Des lacunes numériques criantes
Citons deux menaces : d’abord, la concurrence des magasins à grande surface implantés en périphérie des villes (il n’y a que dans la tête de certains maires que les Costco de ce monde ont un impact positif sur la fréquentation des commerces de centre-ville).
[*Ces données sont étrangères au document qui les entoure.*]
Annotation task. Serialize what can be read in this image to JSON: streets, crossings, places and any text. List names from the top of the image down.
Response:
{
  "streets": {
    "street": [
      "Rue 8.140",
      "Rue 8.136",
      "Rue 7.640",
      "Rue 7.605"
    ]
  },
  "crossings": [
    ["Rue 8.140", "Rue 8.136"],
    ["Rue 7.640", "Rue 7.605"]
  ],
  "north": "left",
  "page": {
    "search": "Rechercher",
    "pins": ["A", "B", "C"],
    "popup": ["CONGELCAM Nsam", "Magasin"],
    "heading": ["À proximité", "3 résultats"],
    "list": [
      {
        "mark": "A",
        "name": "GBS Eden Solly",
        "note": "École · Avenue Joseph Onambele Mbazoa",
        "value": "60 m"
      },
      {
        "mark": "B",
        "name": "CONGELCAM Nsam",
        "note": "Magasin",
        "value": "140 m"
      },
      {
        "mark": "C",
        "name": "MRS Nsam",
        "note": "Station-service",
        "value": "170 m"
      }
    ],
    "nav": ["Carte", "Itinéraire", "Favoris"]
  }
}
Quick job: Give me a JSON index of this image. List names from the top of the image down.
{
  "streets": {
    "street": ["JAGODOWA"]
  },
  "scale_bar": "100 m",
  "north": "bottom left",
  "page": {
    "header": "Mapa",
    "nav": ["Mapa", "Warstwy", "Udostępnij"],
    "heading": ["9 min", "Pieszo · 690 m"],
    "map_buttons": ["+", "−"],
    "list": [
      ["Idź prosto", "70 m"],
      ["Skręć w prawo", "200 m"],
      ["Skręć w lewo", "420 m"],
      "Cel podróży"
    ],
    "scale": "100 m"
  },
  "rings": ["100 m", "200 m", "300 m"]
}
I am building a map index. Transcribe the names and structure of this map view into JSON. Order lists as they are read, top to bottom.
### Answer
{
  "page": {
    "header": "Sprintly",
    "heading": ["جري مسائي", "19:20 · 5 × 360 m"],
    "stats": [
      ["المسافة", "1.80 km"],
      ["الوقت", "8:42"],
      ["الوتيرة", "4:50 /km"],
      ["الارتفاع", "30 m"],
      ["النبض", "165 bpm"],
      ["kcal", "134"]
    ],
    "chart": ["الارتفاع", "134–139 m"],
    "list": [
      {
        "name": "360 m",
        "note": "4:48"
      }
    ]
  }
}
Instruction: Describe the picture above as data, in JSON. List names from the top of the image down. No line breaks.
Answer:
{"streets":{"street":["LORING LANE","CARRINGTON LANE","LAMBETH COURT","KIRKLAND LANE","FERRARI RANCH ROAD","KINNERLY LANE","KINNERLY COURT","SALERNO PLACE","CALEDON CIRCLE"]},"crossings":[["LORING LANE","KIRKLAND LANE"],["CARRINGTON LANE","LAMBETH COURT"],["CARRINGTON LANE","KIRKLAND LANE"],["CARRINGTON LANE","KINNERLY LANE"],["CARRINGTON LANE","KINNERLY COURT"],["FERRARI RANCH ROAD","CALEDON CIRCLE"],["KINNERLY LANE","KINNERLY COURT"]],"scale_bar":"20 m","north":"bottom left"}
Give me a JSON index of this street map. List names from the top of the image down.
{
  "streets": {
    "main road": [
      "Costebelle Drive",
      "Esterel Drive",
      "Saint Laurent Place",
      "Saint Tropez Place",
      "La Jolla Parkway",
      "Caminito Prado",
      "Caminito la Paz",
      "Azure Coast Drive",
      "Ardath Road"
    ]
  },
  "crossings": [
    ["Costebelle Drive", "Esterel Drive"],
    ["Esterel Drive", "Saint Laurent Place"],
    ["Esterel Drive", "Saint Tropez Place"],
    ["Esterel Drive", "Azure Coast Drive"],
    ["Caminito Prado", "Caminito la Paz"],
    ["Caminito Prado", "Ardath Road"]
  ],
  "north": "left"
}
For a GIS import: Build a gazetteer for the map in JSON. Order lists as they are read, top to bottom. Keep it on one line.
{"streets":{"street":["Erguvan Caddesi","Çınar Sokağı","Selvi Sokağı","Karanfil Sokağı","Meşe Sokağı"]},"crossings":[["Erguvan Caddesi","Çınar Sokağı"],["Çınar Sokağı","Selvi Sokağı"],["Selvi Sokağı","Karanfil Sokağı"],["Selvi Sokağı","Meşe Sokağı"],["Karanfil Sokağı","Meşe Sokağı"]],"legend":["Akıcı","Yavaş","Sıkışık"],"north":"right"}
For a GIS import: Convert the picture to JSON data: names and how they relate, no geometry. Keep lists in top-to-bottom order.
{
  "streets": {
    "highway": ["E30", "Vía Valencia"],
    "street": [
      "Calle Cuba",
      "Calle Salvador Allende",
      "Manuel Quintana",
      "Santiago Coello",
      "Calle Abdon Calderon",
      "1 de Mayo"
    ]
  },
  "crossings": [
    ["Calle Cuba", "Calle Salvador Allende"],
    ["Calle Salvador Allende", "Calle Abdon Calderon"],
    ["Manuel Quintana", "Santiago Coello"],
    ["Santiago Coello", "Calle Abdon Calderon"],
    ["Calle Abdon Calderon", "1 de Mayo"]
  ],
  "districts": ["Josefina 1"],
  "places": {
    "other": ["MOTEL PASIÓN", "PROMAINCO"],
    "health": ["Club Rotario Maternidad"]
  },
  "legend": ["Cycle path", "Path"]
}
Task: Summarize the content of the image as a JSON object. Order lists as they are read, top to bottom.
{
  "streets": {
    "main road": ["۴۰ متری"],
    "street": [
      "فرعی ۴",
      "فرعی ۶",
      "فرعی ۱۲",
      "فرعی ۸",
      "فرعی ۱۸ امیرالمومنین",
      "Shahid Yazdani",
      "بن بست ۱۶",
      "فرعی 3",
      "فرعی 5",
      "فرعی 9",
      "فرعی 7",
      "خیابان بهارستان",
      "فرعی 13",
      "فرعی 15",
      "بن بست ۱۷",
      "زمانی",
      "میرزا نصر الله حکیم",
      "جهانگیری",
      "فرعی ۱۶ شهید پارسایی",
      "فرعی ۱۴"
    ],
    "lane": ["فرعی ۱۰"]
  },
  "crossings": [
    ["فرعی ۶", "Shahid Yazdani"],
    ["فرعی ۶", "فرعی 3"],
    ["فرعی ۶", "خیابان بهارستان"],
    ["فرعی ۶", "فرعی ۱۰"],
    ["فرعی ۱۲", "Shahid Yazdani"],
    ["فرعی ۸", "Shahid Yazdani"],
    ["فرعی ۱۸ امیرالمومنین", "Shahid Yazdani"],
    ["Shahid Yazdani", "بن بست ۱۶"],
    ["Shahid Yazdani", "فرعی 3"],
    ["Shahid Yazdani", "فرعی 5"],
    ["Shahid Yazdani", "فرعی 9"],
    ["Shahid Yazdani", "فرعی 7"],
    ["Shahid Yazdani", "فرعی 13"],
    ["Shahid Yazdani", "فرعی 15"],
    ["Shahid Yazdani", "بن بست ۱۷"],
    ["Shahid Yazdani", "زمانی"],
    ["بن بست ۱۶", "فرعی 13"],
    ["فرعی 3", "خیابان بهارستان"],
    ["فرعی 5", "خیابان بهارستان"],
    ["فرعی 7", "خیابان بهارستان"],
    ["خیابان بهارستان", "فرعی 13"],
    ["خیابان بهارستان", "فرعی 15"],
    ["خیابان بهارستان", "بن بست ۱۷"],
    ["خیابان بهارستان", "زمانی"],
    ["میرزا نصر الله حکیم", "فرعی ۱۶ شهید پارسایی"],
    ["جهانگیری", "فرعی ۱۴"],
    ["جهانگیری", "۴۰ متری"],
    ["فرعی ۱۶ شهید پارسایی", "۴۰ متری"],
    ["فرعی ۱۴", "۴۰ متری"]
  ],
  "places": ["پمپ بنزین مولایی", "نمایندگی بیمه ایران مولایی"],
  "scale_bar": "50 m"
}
D’autre part, l’essor du commerce en ligne, notamment sur la plate-forme Amazon qui ressort renforcée comme jamais des différents épisodes de confinement.
Les changements d’habitude des consommateurs, désormais habitués à voir leurs achats arriver tous seuls devant leur porte, pourraient nuire durablement aux commerces de proximité, d’autant que ceux-ci accusent un retard certain en la matière, selon le directeur général de la Chambre de commerce Jonathan Laterreur : « On avait fait un sondage auprès de nos membres avant la pandémie : une grande majorité n’avait pas de site transactionnel. Comment expliquer ce manque d’intérêt? Je ne blâme pas les gens, mais ce n’est plus possible! »
Il va falloir fournir de l’aide aux commerçants pour qu’ils se mettent à jour sur internet. « Le gouvernement veut enfin instaurer le Panier bleu version Amazon [c’est-à-dire avec un volet transactionnel], on souhaite énormément que ça fonctionne », s’exclame M. Laterreur, qui ne se fait toutefois pas d’illusions sur le rapport de force qui s’est installé : « Quand on se rend compte de tout l’effort qui a été mis par les géants du web dans l’expérience d’achat, la fluidité, la rapidité, est-ce qu’on joue à armes égales? »
Les commerces sont des biens essentiels
Le combat technologique ayant été remporté depuis longtemps par la Silicon Valley, sans doute est-il temps d’amener la question sur le terrain politique. C’est en quelque sorte ce que dit la prix Nobel d’économie 2019 Esther Duflo, pour qui les commerces de proximité devraient être reconnus comme des biens publics, rien de moins.
« Il y a une valeur pour la société d’avoir des petits commerces, au-delà de la valeur marchande qui y est réalisée dans les petits commerces. De ce point de vue, il est justifié pour un gouvernement de se dire : qu’est-ce qu’on peut faire pour aider les petits commerces à survivre à la concurrence avec Amazon? », a déclaré Mme Duflo dans un entretien à France Culture.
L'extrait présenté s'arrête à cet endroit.